The UJET SDK capabilities include channel blending, photo and video sharing, and biometric authentication. Triant explained that those tools can “grab” geolocation data and other identifiers to authenticate customers. Tickets are brought to agents to help them understand who the customer is and where they’ve already been, and auto-disposition tickets are created and distributed when interactions are complete.

The platform brings together support, sales, and marketing data with a goal to provide an experience that is more engaging, personalized and flexible, according to Yariv Adan, director of product management for Cloud Conversational AI at Google Cloud. The goal is to eliminate “pain points” caused by data fragmentation and “rigid” customer experience flows.

“Customer expectations are increasing at a level that is outpacing antiquated contact center infrastructure solutions,” Adan said. “The value of leveraging AI to improve customer experience and scale the interactions of a contact center is very clear at this point.”

An evolutionary call

The ultimate goal for any business should be not just to determine customer needs and solve customer problems, but to better engage customers, Triant said. “Because it’s not if you have problems, it’s when you have problems,” he said.

With consumer demand for self-service and digital engagement continuing to rise, organizations that invest in consolidated infrastructure across AI and customer experiences will only benefit, he noted.

Incorporating AI into customer interactions and unifying sales, marketing and customer service data allows for more personalized and consistent customer experiences, whether that be through virtual agent, human agent or a combination of both.

Google Cloud CCaaS customers have seen cost savings, reduced call volumes and increased agent efficiency, according to Adan. For example, Marks & Spencer reduced in-store call volume by 50%, and The Home Depot improved call containment by 185%.

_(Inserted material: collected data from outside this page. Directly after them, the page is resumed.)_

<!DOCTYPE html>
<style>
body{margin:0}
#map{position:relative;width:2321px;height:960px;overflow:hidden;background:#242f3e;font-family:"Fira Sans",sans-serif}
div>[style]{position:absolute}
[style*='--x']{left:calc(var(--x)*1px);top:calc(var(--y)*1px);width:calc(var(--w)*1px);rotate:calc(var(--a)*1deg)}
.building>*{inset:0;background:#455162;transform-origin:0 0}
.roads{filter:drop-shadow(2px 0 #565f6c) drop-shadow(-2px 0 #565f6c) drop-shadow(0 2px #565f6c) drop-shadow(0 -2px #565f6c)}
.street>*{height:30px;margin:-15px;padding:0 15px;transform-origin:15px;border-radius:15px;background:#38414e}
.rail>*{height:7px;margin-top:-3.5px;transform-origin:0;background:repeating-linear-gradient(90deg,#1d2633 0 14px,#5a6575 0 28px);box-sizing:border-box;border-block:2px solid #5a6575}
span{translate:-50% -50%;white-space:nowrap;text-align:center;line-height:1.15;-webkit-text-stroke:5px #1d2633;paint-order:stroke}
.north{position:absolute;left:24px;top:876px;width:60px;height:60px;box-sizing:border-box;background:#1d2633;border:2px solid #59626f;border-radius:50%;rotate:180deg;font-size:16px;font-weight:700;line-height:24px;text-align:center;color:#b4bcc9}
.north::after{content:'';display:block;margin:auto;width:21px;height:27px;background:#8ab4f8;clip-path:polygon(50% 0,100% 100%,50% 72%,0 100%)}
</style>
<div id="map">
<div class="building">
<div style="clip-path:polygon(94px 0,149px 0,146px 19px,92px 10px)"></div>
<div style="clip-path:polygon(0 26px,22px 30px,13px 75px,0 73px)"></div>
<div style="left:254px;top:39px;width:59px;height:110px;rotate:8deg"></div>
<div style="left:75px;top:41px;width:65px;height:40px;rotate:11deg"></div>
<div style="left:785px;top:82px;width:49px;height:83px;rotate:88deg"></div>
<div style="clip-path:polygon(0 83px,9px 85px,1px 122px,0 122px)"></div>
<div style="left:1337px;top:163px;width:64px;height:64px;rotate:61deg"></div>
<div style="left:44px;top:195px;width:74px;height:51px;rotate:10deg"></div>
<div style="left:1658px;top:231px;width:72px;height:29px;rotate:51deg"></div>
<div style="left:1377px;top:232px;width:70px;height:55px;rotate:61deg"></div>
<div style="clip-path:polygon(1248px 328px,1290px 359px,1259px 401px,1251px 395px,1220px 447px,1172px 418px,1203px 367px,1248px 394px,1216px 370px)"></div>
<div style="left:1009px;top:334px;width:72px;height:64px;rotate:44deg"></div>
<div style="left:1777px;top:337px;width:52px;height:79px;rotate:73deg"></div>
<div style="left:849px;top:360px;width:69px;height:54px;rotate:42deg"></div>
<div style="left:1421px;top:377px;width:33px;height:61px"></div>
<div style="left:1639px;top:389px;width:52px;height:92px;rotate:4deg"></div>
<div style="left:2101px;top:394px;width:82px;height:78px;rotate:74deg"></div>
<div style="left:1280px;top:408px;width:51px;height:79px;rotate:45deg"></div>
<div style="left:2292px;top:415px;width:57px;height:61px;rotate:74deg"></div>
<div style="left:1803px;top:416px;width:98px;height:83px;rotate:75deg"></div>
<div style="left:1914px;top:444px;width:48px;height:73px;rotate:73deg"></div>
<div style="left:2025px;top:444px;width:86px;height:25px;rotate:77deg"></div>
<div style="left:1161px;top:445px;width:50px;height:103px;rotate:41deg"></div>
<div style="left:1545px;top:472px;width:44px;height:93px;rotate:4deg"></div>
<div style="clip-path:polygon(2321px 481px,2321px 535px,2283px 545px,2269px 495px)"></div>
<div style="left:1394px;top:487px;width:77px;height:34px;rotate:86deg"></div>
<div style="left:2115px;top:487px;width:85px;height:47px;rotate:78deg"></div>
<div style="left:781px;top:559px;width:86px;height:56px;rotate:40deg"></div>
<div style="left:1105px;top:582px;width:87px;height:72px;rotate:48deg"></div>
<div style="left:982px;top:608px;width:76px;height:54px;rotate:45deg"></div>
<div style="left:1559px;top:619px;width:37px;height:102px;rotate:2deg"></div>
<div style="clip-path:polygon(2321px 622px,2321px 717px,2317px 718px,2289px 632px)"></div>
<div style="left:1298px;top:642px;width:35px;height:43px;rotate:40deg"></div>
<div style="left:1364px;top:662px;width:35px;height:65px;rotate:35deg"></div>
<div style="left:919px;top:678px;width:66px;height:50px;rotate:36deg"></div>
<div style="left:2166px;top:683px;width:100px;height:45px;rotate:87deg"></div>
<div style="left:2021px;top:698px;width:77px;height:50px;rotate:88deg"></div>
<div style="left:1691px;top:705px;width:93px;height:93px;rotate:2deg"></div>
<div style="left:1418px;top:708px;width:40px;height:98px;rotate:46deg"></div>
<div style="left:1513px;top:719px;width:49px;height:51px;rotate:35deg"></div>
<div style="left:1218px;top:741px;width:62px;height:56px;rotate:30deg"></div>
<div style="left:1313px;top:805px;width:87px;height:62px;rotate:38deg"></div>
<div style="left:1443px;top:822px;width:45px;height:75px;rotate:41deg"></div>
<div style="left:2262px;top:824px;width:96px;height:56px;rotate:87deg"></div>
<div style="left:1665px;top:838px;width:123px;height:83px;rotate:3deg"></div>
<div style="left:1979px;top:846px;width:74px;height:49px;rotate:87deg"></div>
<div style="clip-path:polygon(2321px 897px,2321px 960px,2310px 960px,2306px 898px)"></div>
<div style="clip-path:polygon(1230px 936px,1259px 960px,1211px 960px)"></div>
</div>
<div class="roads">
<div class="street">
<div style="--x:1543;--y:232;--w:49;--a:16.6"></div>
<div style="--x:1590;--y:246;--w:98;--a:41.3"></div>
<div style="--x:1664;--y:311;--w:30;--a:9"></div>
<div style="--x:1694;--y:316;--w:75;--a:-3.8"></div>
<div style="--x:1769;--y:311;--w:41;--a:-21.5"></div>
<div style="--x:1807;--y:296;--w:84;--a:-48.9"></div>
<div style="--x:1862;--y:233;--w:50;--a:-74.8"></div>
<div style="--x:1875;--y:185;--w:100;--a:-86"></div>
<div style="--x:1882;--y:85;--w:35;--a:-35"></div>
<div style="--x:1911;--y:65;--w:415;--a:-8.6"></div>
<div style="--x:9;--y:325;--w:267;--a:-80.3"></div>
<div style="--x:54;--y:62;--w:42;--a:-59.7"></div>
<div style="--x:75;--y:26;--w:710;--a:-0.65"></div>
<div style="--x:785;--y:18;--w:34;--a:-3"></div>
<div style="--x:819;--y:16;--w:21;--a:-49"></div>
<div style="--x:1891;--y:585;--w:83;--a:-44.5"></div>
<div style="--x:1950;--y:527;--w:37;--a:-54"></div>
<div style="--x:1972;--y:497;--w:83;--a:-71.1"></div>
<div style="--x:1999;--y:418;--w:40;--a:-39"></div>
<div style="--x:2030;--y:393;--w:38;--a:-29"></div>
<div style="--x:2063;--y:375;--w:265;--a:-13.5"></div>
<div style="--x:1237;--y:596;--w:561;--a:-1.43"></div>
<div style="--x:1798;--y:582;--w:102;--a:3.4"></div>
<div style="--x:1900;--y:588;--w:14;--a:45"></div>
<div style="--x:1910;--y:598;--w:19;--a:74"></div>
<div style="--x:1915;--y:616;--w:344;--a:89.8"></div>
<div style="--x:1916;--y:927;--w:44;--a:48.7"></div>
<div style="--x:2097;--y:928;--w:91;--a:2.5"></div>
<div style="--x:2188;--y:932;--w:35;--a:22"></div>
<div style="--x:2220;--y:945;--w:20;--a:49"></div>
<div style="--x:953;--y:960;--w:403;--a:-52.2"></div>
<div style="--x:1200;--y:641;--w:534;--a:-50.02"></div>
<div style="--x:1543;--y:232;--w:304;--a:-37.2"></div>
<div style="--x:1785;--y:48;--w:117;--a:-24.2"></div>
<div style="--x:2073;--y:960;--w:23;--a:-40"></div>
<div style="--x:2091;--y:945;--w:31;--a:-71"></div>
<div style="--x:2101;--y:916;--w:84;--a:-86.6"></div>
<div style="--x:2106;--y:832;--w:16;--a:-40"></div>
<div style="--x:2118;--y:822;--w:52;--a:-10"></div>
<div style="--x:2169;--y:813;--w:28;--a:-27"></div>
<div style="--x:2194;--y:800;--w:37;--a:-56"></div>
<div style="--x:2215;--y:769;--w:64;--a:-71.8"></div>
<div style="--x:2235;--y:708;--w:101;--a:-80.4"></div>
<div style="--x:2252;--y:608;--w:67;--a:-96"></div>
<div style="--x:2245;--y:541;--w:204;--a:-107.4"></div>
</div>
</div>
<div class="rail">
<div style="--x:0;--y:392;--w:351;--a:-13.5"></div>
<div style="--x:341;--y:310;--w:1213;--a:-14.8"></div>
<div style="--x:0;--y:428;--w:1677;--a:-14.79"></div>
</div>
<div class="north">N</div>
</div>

“This has allowed them to focus on delivering the best possible experiences for their customers,” Adan said. In turn, “we continue to stay focused on enabling our customers to deliver compelling experiences to their customers in a new post-pandemic world.”

Triant also emphasized the evolving landscape. The contact center has typically been “a lot of third-party components funneled together,” he said. But that is increasingly shifting to more integrated, streamlined solutions.

The UJET-Google Cloud partnership “shows the intention from large brands wanting to provide more all-in-solutions compared to toolkits,” he said. “That is where the industry is going.”